:: Data extracts ::
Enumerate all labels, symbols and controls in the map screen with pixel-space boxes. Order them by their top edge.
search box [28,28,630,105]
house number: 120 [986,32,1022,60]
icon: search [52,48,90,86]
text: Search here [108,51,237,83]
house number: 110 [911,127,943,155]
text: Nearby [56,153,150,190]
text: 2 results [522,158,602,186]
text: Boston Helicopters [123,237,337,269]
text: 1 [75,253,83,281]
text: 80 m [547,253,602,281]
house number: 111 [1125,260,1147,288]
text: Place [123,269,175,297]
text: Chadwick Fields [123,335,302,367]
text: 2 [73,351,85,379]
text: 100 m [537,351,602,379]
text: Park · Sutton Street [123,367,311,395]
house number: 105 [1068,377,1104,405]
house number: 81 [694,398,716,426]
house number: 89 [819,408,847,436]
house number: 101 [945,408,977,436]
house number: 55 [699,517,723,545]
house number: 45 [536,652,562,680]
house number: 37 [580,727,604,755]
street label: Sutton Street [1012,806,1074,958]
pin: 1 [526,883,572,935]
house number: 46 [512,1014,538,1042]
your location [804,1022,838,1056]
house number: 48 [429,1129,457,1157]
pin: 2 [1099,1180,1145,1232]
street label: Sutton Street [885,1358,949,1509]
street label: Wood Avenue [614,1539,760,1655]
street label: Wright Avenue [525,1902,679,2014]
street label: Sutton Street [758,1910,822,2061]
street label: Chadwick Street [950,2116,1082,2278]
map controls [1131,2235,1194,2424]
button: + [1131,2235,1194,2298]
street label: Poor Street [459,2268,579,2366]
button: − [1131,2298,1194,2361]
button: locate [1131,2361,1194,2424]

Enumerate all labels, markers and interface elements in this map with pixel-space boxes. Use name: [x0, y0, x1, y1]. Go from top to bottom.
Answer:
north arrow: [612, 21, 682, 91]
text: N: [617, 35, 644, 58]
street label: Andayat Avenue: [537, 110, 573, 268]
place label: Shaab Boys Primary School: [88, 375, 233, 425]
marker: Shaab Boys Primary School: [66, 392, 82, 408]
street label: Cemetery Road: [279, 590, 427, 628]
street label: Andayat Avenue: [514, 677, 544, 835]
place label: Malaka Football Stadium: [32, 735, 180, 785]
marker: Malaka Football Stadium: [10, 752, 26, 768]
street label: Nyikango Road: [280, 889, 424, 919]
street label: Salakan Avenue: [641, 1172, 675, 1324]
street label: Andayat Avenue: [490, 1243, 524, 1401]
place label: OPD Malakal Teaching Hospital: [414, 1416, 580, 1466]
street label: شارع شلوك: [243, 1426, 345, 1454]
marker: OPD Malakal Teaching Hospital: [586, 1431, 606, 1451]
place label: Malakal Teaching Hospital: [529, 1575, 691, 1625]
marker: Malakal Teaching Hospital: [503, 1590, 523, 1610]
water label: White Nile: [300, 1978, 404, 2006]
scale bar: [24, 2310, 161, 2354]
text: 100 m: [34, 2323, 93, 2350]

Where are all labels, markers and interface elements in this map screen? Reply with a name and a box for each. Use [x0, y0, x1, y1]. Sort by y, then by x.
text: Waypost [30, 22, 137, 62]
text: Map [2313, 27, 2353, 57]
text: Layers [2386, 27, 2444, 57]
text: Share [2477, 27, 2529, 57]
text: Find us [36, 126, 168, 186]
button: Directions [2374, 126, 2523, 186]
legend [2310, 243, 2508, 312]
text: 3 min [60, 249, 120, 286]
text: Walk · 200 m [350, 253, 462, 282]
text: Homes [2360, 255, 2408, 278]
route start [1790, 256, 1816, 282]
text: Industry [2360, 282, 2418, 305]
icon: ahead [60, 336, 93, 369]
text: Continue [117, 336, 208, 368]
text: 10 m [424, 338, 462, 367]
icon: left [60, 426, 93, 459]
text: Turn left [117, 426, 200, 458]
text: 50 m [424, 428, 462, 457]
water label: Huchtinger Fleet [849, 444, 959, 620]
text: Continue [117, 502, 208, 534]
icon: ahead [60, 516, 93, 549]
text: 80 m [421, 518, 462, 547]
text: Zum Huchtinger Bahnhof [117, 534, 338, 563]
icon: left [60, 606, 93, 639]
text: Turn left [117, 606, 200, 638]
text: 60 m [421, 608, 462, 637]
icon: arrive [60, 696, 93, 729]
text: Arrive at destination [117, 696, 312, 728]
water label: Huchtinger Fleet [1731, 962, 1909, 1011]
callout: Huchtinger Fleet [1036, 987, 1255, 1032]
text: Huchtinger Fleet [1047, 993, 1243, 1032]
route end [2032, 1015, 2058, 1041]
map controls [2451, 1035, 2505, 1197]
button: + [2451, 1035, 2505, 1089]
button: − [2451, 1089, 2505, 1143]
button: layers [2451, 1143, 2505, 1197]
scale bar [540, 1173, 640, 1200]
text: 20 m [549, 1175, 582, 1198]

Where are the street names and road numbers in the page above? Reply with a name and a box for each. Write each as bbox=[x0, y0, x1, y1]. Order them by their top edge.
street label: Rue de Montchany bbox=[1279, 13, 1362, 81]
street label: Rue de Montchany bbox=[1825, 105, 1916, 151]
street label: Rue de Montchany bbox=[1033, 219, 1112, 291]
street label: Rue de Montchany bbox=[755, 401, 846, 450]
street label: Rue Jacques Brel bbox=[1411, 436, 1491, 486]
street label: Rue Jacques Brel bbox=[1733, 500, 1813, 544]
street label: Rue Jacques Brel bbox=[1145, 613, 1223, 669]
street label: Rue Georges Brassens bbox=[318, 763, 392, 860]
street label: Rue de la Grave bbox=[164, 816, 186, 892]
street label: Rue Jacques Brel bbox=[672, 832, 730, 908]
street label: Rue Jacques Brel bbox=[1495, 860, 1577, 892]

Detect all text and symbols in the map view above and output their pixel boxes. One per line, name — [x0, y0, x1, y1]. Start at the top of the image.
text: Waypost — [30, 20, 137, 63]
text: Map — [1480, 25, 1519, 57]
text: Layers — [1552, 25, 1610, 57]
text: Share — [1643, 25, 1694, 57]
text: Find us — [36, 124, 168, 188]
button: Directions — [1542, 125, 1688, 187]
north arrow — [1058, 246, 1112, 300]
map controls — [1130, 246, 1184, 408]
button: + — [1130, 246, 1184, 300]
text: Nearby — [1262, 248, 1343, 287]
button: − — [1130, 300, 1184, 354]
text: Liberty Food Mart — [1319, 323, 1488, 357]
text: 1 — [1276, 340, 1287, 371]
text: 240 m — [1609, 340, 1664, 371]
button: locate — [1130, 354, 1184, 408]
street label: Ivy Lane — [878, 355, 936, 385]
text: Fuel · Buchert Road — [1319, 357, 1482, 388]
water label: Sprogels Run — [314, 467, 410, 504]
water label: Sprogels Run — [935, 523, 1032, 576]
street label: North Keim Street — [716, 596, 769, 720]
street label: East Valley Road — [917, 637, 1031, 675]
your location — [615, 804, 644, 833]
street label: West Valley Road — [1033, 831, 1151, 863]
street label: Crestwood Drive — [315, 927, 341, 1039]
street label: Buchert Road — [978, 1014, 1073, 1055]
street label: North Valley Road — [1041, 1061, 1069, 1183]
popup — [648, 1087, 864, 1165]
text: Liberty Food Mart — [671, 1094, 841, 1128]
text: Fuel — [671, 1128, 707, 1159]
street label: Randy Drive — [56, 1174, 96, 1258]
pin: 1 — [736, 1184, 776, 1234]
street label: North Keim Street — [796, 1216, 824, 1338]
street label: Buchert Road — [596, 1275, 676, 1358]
:::
Go through the listing above and return every line where the word "labels" occurs.

Enumerate all labels, symbols and controls in the map screen with pixel-space boxes. Order them by their top edge.
Enumerate all labels, markers and interface elements in this map with pixel-space boxes. Use name: [x0, y0, x1, y1]. Go from top to bottom.
Where are all labels, markers and interface elements in this map screen? Reply with a name and a box for each. Use [x0, y0, x1, y1]. Sort by y, then by x.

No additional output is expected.